• **Directions for this task**
Among the entries below, find the line with "M0,157l116,37 -47,188 -43,-9 40,-195", then quote it and each following line up to and including the line with "M0,865l7,-2 27,1 180,38 56,4 83,21", and nothing else.

Dataset entries
=-=-=
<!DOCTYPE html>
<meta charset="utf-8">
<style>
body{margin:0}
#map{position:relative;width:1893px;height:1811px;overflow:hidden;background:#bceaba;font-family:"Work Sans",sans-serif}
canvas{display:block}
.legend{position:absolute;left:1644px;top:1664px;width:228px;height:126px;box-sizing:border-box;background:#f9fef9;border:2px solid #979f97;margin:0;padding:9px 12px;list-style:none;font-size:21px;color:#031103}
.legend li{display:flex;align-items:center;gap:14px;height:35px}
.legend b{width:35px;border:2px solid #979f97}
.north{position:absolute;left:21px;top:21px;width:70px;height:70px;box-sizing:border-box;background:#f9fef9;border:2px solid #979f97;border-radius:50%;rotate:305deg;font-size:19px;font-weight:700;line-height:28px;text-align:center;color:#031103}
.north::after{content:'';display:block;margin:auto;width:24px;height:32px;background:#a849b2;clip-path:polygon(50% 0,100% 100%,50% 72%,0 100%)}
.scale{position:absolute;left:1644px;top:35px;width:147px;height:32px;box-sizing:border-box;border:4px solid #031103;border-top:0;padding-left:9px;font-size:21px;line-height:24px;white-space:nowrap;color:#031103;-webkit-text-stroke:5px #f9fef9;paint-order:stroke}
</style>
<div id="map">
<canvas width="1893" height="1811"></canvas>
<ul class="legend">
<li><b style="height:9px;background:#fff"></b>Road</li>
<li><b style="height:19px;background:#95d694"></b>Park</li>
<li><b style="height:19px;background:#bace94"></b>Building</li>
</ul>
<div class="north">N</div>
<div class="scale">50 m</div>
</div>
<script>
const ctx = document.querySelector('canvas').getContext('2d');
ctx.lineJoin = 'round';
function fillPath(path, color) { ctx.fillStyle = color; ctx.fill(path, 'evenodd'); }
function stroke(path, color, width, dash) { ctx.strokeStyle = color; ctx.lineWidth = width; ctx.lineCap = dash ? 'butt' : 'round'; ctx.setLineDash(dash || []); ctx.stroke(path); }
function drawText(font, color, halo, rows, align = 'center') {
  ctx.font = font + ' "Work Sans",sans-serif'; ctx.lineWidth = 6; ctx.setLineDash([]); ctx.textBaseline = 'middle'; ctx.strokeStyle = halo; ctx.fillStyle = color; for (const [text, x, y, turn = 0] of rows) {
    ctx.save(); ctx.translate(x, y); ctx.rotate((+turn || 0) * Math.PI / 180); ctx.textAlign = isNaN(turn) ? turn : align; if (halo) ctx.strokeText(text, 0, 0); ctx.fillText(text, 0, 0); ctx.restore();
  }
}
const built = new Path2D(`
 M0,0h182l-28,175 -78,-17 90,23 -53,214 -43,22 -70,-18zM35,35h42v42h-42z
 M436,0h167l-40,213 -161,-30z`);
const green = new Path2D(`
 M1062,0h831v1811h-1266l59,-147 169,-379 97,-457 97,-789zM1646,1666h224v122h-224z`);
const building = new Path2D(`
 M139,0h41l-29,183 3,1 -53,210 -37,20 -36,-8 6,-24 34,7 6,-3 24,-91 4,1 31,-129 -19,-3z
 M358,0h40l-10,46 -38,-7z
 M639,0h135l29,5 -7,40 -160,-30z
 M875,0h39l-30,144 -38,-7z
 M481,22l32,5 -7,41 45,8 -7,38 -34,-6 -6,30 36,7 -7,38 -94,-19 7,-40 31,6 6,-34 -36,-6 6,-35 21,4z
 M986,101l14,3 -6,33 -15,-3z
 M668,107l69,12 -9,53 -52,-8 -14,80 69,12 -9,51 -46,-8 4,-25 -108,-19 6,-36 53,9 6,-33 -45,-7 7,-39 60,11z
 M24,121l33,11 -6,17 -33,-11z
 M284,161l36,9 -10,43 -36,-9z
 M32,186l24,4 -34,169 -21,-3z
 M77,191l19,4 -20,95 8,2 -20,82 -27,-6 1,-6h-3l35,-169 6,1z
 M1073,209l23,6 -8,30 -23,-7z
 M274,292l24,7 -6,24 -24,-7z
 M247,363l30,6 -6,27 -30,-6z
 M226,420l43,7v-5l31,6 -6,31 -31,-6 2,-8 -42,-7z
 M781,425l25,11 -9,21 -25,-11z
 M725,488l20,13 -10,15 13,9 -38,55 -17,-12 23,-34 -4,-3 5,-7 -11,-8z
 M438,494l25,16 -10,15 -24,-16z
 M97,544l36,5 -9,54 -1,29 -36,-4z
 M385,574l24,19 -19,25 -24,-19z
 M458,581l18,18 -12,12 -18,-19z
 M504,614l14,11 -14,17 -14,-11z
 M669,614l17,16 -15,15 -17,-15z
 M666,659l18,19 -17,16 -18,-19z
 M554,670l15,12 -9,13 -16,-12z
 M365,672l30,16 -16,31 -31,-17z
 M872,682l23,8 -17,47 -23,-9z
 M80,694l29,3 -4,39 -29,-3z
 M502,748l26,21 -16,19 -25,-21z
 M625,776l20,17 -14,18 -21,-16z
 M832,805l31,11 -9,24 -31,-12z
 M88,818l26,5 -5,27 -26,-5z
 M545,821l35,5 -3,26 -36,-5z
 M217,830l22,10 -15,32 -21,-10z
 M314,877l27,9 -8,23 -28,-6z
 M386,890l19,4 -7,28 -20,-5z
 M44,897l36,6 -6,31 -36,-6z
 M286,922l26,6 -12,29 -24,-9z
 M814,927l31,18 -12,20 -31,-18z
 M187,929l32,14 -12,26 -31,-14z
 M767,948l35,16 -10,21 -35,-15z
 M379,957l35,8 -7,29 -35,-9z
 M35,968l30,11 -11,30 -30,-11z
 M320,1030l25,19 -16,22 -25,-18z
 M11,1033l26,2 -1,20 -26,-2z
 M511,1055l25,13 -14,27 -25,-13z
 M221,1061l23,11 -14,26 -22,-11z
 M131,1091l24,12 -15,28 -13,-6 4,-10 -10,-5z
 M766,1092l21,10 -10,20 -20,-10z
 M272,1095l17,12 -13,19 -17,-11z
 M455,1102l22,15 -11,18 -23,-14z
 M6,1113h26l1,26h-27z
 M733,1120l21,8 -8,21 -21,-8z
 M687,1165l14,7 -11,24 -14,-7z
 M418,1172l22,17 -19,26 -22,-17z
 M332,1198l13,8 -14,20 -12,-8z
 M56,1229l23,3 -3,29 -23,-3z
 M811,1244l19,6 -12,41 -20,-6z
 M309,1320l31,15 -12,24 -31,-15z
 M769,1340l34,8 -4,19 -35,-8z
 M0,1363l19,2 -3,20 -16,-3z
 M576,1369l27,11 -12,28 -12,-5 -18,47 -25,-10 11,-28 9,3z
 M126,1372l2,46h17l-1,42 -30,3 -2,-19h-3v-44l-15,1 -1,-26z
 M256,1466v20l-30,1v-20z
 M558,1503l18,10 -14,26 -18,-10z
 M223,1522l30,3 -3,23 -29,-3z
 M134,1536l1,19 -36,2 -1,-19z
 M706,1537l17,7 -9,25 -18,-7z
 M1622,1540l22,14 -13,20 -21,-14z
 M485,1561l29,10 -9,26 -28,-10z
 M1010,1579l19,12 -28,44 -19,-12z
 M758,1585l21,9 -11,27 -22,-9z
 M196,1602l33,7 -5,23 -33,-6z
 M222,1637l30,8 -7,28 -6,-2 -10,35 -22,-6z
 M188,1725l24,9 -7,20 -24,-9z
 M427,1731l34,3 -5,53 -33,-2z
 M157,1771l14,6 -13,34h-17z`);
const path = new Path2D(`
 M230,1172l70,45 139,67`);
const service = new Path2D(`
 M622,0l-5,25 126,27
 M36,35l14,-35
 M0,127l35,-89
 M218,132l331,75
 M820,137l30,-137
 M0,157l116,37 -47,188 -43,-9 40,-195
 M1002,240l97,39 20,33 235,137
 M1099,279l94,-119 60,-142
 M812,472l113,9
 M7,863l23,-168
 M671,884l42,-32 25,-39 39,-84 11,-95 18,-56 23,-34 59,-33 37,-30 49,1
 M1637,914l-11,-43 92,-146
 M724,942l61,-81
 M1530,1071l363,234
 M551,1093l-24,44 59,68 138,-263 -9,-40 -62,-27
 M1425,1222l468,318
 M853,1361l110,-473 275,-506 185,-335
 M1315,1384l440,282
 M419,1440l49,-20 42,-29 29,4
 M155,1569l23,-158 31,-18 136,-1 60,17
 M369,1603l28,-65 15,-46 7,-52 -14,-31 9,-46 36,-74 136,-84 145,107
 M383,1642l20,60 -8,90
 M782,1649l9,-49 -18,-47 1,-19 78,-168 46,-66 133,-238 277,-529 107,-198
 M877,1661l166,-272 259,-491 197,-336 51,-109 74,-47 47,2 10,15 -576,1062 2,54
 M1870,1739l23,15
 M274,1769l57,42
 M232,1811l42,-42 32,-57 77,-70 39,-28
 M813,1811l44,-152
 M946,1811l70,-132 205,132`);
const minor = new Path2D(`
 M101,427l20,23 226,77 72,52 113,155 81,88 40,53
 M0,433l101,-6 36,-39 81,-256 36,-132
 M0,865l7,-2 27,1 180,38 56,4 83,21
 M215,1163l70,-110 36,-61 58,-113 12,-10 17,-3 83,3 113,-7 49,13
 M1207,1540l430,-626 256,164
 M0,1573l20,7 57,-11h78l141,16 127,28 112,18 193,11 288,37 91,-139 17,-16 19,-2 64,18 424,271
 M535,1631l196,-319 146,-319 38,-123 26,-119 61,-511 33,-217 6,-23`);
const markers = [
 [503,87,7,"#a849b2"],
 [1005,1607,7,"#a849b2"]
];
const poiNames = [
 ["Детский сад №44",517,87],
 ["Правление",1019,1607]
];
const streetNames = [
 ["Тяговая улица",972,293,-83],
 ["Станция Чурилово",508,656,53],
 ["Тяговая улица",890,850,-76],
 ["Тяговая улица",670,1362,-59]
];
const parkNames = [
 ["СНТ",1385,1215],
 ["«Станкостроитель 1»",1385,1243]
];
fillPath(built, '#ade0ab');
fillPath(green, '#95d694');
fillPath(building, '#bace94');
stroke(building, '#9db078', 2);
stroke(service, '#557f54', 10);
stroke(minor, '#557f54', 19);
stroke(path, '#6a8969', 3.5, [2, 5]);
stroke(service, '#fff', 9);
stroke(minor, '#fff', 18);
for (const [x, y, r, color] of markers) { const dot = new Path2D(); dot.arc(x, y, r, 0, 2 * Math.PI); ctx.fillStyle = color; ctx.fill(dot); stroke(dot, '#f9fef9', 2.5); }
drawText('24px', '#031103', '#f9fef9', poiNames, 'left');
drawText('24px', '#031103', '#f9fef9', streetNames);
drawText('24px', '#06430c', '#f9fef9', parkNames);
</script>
=-=-=
• **Written answer**
 M0,157l116,37 -47,188 -43,-9 40,-195
 M1002,240l97,39 20,33 235,137
 M1099,279l94,-119 60,-142
 M812,472l113,9
 M7,863l23,-168
 M671,884l42,-32 25,-39 39,-84 11,-95 18,-56 23,-34 59,-33 37,-30 49,1
 M1637,914l-11,-43 92,-146
 M724,942l61,-81
 M1530,1071l363,234
 M551,1093l-24,44 59,68 138,-263 -9,-40 -62,-27
 M1425,1222l468,318
 M853,1361l110,-473 275,-506 185,-335
 M1315,1384l440,282
 M419,1440l49,-20 42,-29 29,4
 M155,1569l23,-158 31,-18 136,-1 60,17
 M369,1603l28,-65 15,-46 7,-52 -14,-31 9,-46 36,-74 136,-84 145,107
 M383,1642l20,60 -8,90
 M782,1649l9,-49 -18,-47 1,-19 78,-168 46,-66 133,-238 277,-529 107,-198
 M877,1661l166,-272 259,-491 197,-336 51,-109 74,-47 47,2 10,15 -576,1062 2,54
 M1870,1739l23,15
 M274,1769l57,42
 M232,1811l42,-42 32,-57 77,-70 39,-28
 M813,1811l44,-152
 M946,1811l70,-132 205,132`);
const minor = new Path2D(`
 M101,427l20,23 226,77 72,52 113,155 81,88 40,53
 M0,433l101,-6 36,-39 81,-256 36,-132
 M0,865l7,-2 27,1 180,38 56,4 83,21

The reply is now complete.